What is the interest of this decomposition of the data series? The idea is that we intend to build 
a trading system on this series. This means that we intent to design an algorithm that will take 
decisions like buy or sell 1 EC contract at a given quote. This decision at a given quote will be 
based on multivariate analysis, as mentioned in the beginning. In order to process this way, we 
need a data sample on which the algorithm is built and all parameters of the algorithm are fitted. 
Therefore, this data sample needs to be large in order to be relevant statistically. This sample is 
called in-sample (i) and is defined as the period 2000-2007. 

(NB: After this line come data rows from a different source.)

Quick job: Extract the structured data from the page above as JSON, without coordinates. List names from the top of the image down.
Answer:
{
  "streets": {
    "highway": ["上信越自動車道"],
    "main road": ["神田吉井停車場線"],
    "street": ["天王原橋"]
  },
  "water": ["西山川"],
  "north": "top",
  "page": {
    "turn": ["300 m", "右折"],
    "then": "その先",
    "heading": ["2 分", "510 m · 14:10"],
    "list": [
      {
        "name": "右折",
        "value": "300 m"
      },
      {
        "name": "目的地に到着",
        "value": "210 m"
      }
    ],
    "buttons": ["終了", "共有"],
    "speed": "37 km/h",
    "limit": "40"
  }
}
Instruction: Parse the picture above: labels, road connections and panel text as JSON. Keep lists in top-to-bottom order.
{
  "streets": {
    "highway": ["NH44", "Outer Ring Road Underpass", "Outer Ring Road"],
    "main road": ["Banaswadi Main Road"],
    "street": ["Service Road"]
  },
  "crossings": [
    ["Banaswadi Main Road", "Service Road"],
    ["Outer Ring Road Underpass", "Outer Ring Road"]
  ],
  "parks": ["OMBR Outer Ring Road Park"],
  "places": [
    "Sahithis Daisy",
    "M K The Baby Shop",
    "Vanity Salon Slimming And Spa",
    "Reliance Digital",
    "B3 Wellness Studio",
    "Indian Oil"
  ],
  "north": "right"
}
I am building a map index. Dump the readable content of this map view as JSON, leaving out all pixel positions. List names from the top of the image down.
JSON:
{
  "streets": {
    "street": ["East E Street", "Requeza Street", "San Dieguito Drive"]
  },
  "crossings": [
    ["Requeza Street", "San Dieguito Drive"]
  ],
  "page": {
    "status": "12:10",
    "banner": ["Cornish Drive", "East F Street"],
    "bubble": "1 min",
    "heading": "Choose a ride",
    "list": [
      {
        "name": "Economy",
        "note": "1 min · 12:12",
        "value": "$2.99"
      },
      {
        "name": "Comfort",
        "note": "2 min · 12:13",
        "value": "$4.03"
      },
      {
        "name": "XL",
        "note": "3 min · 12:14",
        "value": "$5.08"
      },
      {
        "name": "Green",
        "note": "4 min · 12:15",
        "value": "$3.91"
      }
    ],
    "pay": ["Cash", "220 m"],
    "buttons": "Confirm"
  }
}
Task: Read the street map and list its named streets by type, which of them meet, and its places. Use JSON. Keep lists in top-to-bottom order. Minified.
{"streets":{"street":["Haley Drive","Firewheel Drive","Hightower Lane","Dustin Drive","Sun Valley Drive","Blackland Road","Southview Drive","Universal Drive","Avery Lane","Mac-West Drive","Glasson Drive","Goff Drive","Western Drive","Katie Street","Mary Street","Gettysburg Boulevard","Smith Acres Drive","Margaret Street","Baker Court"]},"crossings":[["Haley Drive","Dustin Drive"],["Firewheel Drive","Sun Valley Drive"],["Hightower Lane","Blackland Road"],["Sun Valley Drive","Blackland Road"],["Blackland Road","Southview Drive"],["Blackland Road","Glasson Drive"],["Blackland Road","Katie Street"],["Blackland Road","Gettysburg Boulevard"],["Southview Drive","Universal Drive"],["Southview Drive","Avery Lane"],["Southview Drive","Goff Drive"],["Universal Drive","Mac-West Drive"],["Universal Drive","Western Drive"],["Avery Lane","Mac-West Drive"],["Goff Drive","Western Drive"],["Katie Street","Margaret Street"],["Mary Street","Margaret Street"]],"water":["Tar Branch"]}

The second sample, called out-sample (ii), is used as a validation stage. All algorithms built 
on (i) are expected obviously to give satisfactory results on (i). However, as parameters of the 
model are fitted on the sample (i), there is no guarantee that the model could behave properly 
on another data sample. If it does so, this means that the algorithm is not a pure artifact and 
contains a part of the real dynamics of the market. This is the purpose of the sample (ii), defined 
as the period 2008-2009. If the trading system built on (i) fails on (ii), it is rejected and another 
algorithm is designed. Note that we have other intermediate validation stage to make the full 
process more robust: we come back on this point later in the article. Also, note that there is no 
guarantee at this level that what we describe in this paragraph is possible. 

Finally, once we have obtained an algorithm that works on (ii) and satisfies our robustness 
tests, if any, we test it on what we call the live-sample (iii), defined as the period 2010-2011. 
Our building process is made to guarantee at this step the good functioning of the trading system 
and that's what we show in the following. 

Note that if we can drive the analysis to this last step and if it works, it is a clear proof of 
our claim of the previous part on a specific example (EC): the difference between real markets 
and random walks, as small as it is, is detectable using modern statistical analysis in multivari- 
ate analysis. The multivariate approach refers to the number of parameters introduced in the 
definition of triggers for trades decisions along the EC series. 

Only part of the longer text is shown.